• _Raw data_:
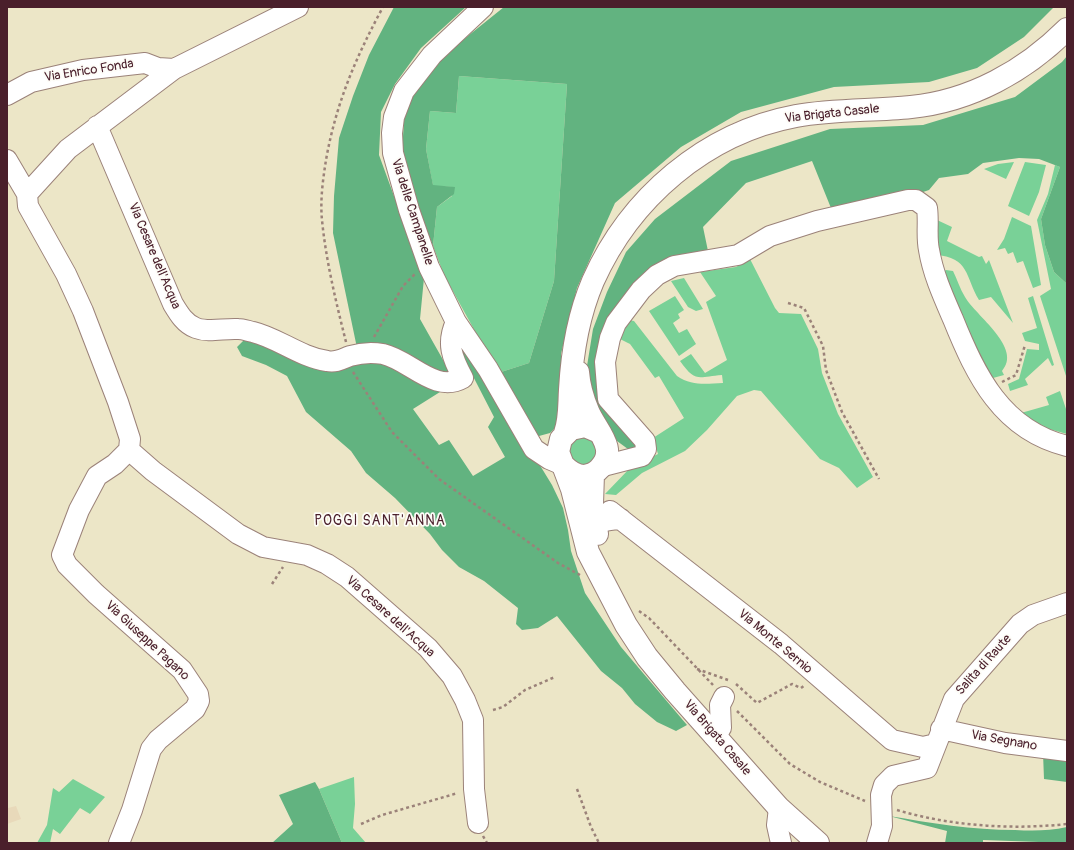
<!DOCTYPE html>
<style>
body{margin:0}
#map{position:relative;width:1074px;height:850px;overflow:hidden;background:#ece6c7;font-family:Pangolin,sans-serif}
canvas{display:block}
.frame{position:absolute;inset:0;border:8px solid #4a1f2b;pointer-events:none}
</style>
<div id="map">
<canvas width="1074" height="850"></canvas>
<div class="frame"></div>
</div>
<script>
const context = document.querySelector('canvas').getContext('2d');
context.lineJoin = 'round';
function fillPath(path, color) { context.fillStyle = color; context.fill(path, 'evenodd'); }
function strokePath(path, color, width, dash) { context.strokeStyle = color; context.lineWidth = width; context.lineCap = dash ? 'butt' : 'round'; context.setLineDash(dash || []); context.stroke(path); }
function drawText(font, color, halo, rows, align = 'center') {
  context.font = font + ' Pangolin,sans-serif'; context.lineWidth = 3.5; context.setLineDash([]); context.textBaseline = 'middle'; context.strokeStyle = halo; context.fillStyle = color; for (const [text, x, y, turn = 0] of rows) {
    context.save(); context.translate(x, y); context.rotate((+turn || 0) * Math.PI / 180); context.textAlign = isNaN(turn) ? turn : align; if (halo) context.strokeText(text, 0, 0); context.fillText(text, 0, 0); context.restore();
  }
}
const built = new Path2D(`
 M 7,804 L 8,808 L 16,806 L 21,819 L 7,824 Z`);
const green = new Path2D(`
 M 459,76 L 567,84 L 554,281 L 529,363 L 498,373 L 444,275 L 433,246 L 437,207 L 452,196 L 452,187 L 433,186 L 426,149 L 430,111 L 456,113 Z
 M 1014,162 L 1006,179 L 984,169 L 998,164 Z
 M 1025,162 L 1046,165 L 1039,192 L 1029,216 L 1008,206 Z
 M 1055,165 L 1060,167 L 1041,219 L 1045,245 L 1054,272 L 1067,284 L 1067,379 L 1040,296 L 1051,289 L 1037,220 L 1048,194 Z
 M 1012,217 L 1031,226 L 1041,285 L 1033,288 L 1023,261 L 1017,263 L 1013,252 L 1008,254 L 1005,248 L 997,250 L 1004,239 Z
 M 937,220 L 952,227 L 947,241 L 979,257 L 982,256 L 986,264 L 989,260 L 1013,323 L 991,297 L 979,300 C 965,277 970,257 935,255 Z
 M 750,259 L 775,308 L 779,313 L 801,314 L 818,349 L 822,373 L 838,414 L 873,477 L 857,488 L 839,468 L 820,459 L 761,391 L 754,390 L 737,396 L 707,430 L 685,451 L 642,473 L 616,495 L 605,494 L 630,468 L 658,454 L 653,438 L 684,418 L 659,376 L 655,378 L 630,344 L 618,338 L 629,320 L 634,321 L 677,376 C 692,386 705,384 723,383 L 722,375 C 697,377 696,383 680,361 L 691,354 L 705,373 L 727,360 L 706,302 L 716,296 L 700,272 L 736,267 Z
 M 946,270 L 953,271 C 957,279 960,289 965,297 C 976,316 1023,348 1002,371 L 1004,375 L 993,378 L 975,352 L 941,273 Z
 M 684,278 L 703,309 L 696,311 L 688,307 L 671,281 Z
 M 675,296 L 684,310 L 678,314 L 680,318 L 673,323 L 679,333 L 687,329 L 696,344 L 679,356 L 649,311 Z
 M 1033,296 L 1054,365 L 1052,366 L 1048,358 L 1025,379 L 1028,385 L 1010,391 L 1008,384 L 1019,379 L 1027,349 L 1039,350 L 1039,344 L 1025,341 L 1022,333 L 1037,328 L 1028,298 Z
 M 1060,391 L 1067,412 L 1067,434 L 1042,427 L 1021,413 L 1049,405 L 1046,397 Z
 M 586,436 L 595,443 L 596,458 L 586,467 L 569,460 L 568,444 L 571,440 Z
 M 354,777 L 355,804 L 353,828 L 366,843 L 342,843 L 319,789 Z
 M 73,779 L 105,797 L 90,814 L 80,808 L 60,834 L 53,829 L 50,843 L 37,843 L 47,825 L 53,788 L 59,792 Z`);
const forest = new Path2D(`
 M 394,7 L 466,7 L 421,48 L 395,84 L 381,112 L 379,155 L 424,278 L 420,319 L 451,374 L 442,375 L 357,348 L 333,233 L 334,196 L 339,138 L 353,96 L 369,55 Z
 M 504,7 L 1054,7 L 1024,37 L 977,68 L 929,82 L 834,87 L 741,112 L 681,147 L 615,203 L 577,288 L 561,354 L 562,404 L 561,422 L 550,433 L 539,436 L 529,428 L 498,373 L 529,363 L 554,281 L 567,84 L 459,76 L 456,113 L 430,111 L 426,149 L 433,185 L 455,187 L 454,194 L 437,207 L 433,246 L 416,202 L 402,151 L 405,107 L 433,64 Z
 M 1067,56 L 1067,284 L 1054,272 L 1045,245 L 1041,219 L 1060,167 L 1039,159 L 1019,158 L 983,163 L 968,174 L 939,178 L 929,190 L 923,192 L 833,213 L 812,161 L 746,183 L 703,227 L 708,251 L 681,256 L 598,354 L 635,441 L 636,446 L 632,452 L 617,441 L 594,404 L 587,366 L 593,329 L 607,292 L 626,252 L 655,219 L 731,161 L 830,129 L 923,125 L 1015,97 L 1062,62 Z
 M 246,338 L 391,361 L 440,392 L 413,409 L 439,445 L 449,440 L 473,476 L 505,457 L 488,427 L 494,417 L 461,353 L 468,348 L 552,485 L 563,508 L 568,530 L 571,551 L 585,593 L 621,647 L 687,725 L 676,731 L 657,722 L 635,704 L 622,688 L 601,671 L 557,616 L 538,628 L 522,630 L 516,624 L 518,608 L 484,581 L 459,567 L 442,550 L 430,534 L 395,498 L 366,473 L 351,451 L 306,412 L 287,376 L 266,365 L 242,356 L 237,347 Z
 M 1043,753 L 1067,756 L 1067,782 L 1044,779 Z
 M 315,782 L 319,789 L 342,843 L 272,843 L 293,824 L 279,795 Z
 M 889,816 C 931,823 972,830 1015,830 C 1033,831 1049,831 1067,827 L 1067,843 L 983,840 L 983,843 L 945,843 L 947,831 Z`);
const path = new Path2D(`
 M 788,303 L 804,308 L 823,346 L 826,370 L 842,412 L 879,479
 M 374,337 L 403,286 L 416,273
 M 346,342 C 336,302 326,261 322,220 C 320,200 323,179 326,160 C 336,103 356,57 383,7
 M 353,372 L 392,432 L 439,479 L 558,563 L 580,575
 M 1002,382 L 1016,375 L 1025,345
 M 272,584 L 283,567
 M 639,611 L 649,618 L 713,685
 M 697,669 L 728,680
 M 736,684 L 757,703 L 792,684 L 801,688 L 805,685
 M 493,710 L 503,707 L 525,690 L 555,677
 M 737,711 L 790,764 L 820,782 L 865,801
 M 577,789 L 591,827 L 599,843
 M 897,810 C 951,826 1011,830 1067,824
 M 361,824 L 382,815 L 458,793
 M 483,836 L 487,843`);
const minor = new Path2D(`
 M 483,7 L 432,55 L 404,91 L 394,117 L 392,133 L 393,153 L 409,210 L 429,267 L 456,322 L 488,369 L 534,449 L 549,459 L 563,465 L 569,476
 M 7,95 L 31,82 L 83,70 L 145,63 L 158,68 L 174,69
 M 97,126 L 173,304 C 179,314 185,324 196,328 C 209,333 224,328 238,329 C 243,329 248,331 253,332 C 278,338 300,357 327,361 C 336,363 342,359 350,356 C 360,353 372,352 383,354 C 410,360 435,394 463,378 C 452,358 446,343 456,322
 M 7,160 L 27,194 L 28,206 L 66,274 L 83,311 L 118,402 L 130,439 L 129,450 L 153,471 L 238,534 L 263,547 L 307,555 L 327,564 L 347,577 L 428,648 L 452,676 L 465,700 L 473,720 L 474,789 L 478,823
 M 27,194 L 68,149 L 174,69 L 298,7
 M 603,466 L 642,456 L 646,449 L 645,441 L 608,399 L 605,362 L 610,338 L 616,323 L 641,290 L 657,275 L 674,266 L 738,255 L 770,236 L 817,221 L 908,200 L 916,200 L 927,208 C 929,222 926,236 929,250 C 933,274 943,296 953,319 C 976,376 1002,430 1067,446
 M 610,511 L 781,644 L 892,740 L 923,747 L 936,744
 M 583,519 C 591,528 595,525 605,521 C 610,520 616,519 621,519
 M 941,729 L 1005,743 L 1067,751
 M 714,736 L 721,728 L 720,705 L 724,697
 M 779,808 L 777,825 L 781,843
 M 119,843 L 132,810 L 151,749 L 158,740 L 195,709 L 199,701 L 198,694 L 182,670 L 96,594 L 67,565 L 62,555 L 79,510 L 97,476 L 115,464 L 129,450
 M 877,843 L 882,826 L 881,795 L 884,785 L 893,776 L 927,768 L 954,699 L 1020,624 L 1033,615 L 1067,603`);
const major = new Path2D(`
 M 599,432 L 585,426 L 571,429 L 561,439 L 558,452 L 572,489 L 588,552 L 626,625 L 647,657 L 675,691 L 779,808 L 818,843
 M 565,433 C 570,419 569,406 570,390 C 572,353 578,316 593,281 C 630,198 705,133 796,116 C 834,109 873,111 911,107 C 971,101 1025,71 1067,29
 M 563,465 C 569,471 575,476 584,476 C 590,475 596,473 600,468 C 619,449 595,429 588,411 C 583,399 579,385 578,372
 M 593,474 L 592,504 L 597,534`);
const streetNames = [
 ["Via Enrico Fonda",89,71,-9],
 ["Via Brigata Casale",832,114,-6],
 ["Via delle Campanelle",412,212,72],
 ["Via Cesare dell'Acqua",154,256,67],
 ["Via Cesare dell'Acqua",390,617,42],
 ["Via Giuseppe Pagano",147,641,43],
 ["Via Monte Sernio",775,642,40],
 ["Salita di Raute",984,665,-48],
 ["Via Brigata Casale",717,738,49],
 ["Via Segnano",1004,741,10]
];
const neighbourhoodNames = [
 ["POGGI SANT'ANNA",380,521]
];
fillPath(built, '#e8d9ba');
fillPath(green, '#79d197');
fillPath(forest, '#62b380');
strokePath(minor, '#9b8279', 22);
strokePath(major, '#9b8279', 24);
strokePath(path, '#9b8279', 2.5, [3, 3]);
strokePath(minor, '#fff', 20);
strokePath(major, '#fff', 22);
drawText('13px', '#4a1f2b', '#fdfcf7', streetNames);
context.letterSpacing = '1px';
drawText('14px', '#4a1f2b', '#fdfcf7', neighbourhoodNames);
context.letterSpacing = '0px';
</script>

• _What is expected_: Go through the listing above, and whenever a line holds the word "align", copy it.

• _Expected output_:
function drawText(font, color, halo, rows, align = 'center') {
    context.save(); context.translate(x, y); context.rotate((+turn || 0) * Math.PI / 180); context.textAlign = isNaN(turn) ? turn : align; if (halo) context.strokeText(text, 0, 0); context.fillText(text, 0, 0); context.restore();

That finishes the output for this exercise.